───── ENTRIES SHOWN
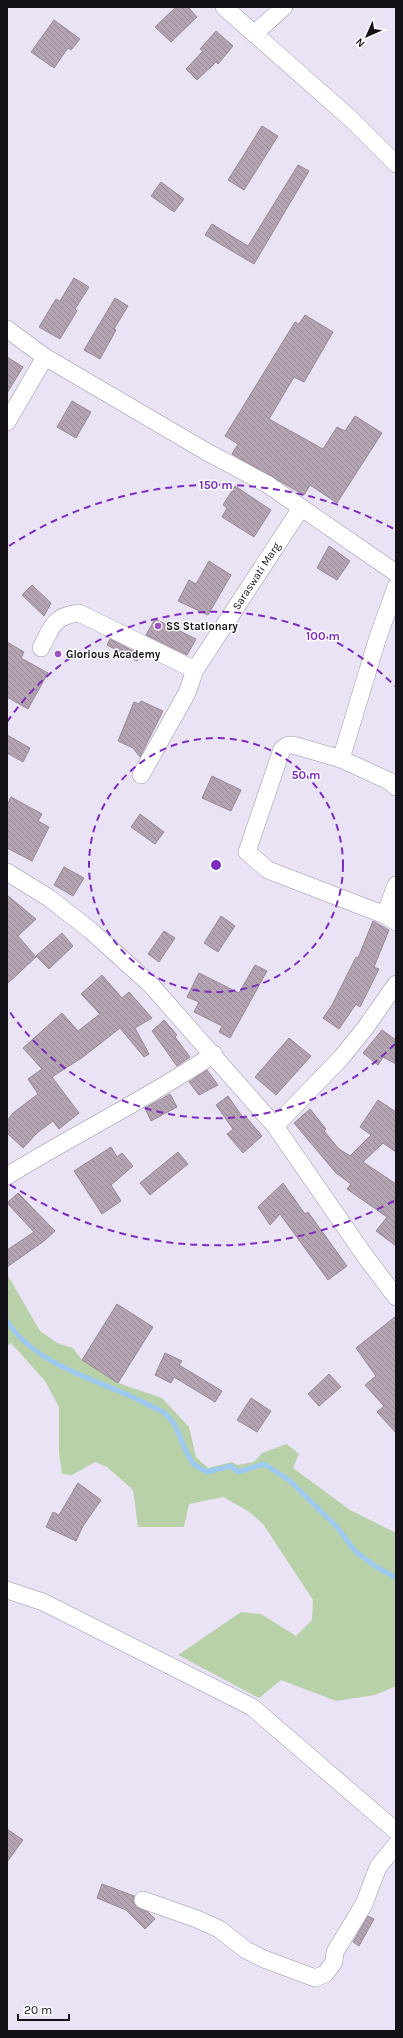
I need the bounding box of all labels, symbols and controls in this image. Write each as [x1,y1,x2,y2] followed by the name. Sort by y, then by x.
[347,16,387,56] north arrow
[353,35,368,50] text: N
[199,478,233,492] text: 150 m
[230,539,284,613] street label: Saraswati Marg
[166,620,238,633] place label: SS Stationary
[153,621,163,631] marker: SS Stationary
[306,629,340,643] text: 100 m
[66,648,161,661] place label: Glorious Academy
[53,649,63,659] marker: Glorious Academy
[292,768,321,782] text: 50 m
[209,858,223,872] centre of rings
[18,1996,69,2022] scale bar
[24,2003,52,2017] text: 20 m

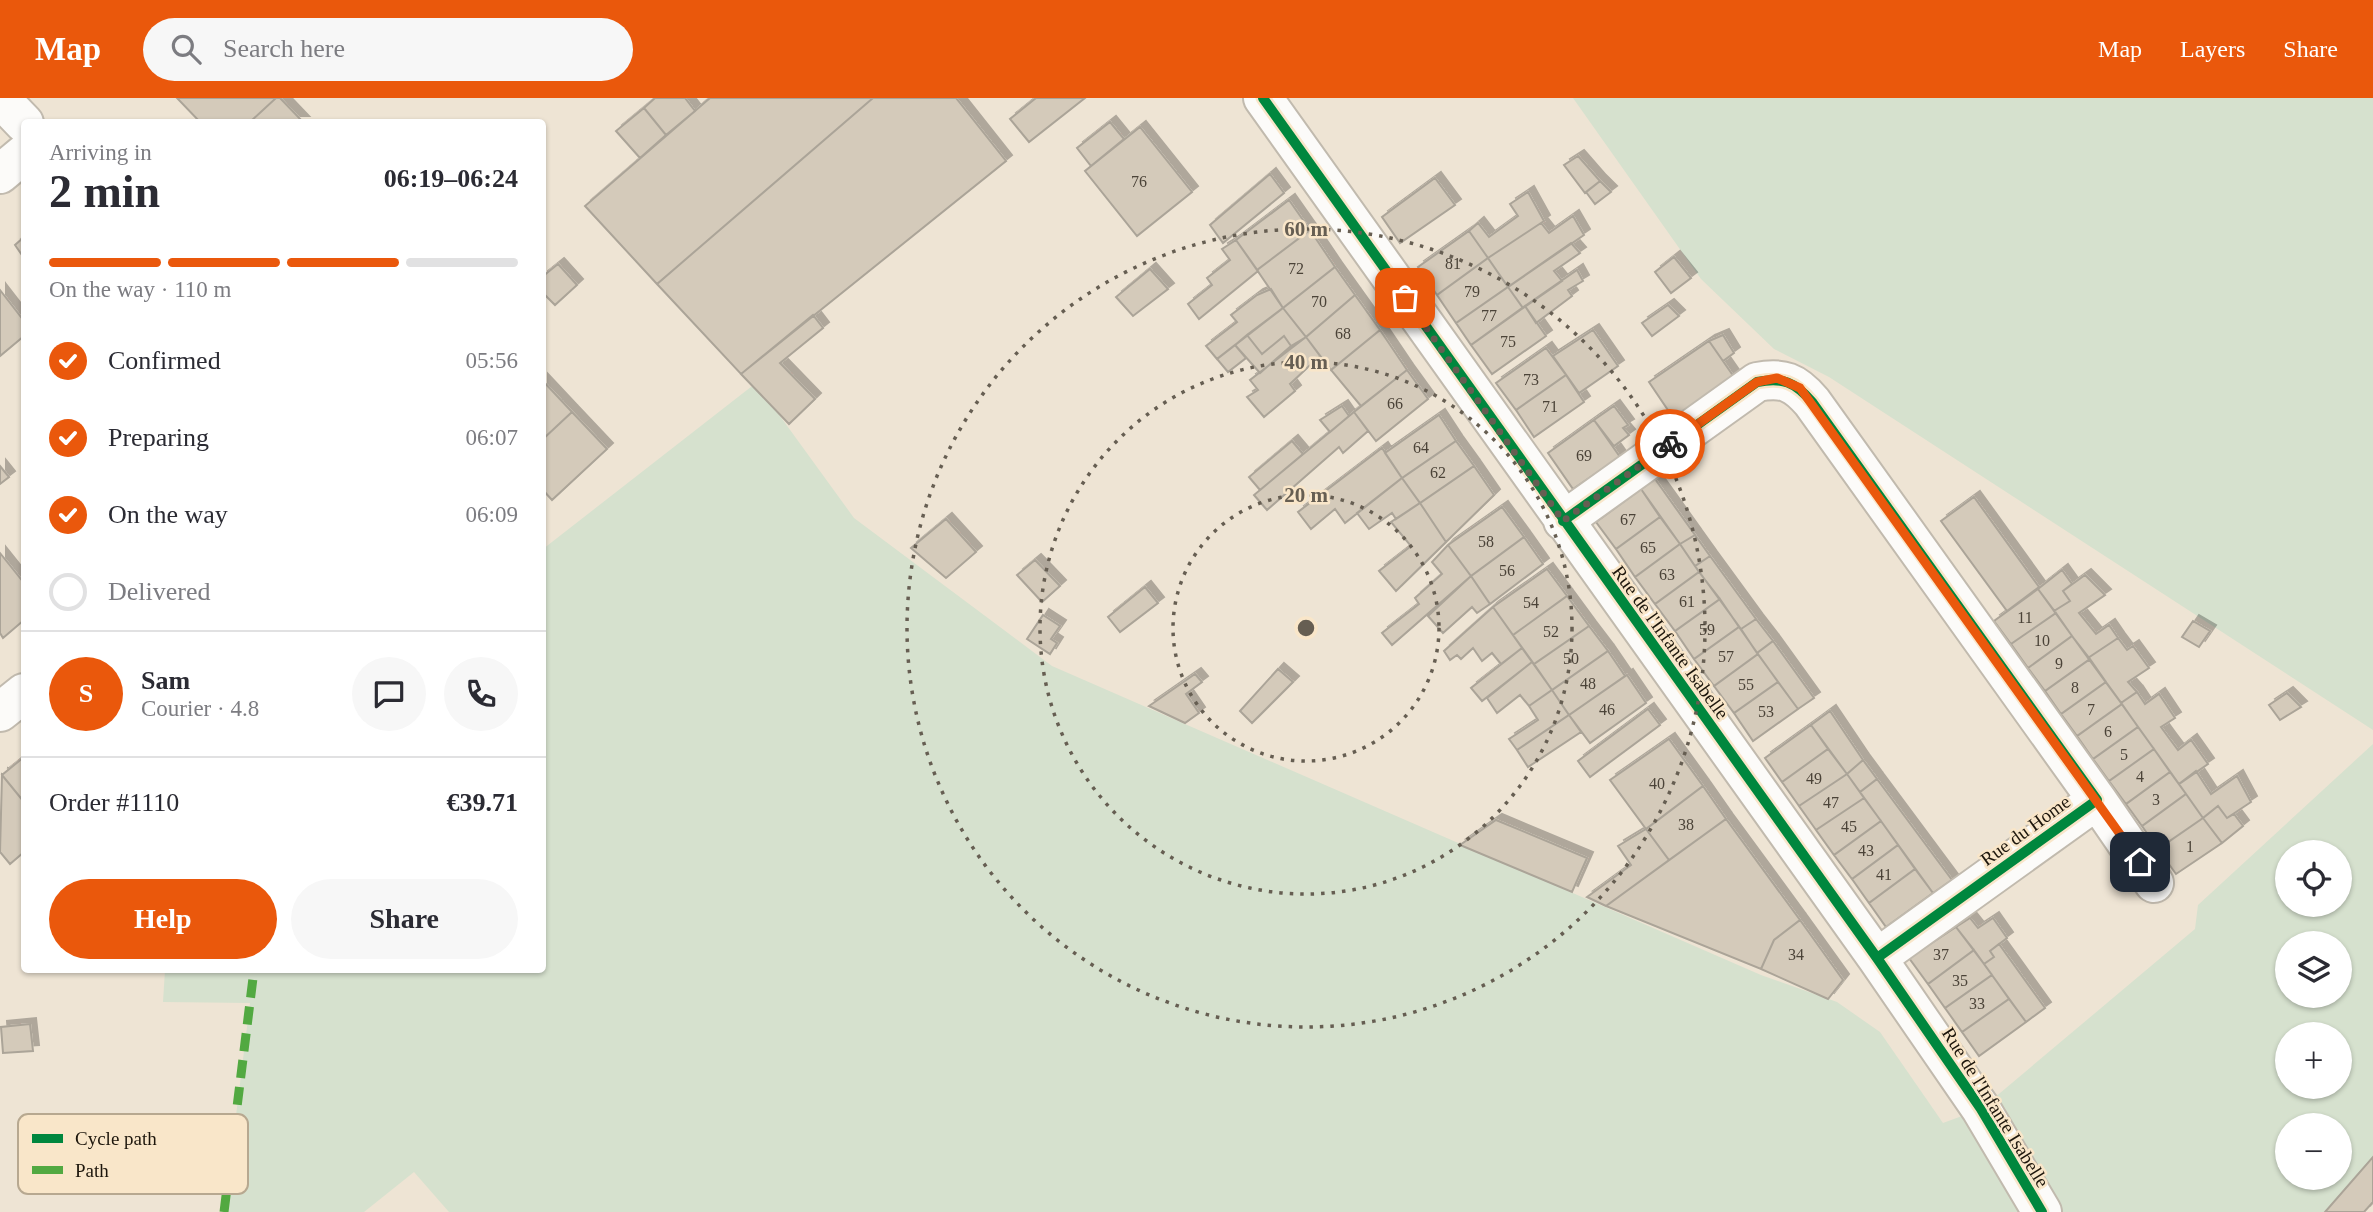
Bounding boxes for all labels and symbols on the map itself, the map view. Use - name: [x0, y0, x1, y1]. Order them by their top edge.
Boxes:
- house number: 76: [1131, 173, 1147, 190]
- text: 60 m: [1284, 217, 1328, 241]
- house number: 81: [1445, 255, 1461, 272]
- house number: 72: [1288, 260, 1304, 277]
- pin: [1375, 268, 1435, 328]
- house number: 79: [1464, 283, 1480, 300]
- house number: 70: [1311, 293, 1327, 310]
- house number: 77: [1481, 307, 1497, 324]
- house number: 68: [1335, 325, 1351, 342]
- house number: 75: [1500, 333, 1516, 350]
- text: 40 m: [1284, 350, 1328, 374]
- house number: 73: [1523, 371, 1539, 388]
- house number: 66: [1387, 395, 1403, 412]
- house number: 71: [1542, 398, 1558, 415]
- courier: [1635, 409, 1705, 479]
- house number: 64: [1413, 439, 1429, 456]
- house number: 69: [1576, 447, 1592, 464]
- house number: 62: [1430, 464, 1446, 481]
- text: 20 m: [1284, 483, 1328, 507]
- house number: 67: [1620, 511, 1636, 528]
- house number: 58: [1478, 533, 1494, 550]
- house number: 65: [1640, 539, 1656, 556]
- house number: 56: [1499, 562, 1515, 579]
- street label: Rue de l'Infante Isabelle: [1608, 562, 1733, 723]
- house number: 63: [1659, 566, 1675, 583]
- house number: 61: [1679, 593, 1695, 610]
- house number: 54: [1523, 594, 1539, 611]
- house number: 11: [2017, 609, 2033, 626]
- centre of rings: [1294, 616, 1318, 640]
- house number: 59: [1699, 621, 1715, 638]
- house number: 52: [1543, 623, 1559, 640]
- house number: 10: [2034, 632, 2050, 649]
- house number: 57: [1718, 648, 1734, 665]
- house number: 50: [1563, 650, 1579, 667]
- house number: 9: [2055, 655, 2063, 672]
- house number: 48: [1580, 675, 1596, 692]
- house number: 55: [1738, 676, 1754, 693]
- house number: 8: [2071, 679, 2079, 696]
- house number: 46: [1599, 701, 1615, 718]
- house number: 7: [2087, 701, 2095, 718]
- house number: 53: [1758, 703, 1774, 720]
- house number: 6: [2104, 723, 2112, 740]
- house number: 5: [2120, 746, 2128, 763]
- house number: 4: [2136, 768, 2144, 785]
- house number: 49: [1806, 770, 1822, 787]
- house number: 40: [1649, 775, 1665, 792]
- street label: Rue du Home: [1976, 791, 2074, 870]
- house number: 3: [2152, 791, 2160, 808]
- house number: 47: [1823, 794, 1839, 811]
- house number: 38: [1678, 816, 1694, 833]
- house number: 45: [1841, 818, 1857, 835]
- pin: [2110, 832, 2170, 892]
- house number: 1: [2186, 838, 2194, 855]
- house number: 43: [1858, 842, 1874, 859]
- house number: 41: [1876, 866, 1892, 883]
- house number: 34: [1788, 946, 1804, 963]
- house number: 37: [1933, 946, 1949, 963]
- house number: 35: [1952, 972, 1968, 989]
- house number: 33: [1969, 995, 1985, 1012]
- street label: Rue de l'Infante Isabelle: [1938, 1024, 2053, 1191]
- legend: [18, 1114, 248, 1194]
- text: Cycle path: [75, 1128, 157, 1149]
- text: Path: [75, 1160, 109, 1181]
──────────
### [TASK DETAILS]
From the records above, count the lines that contain "centre". Only the number should be written.

### [SOLVED PROBLEM]
2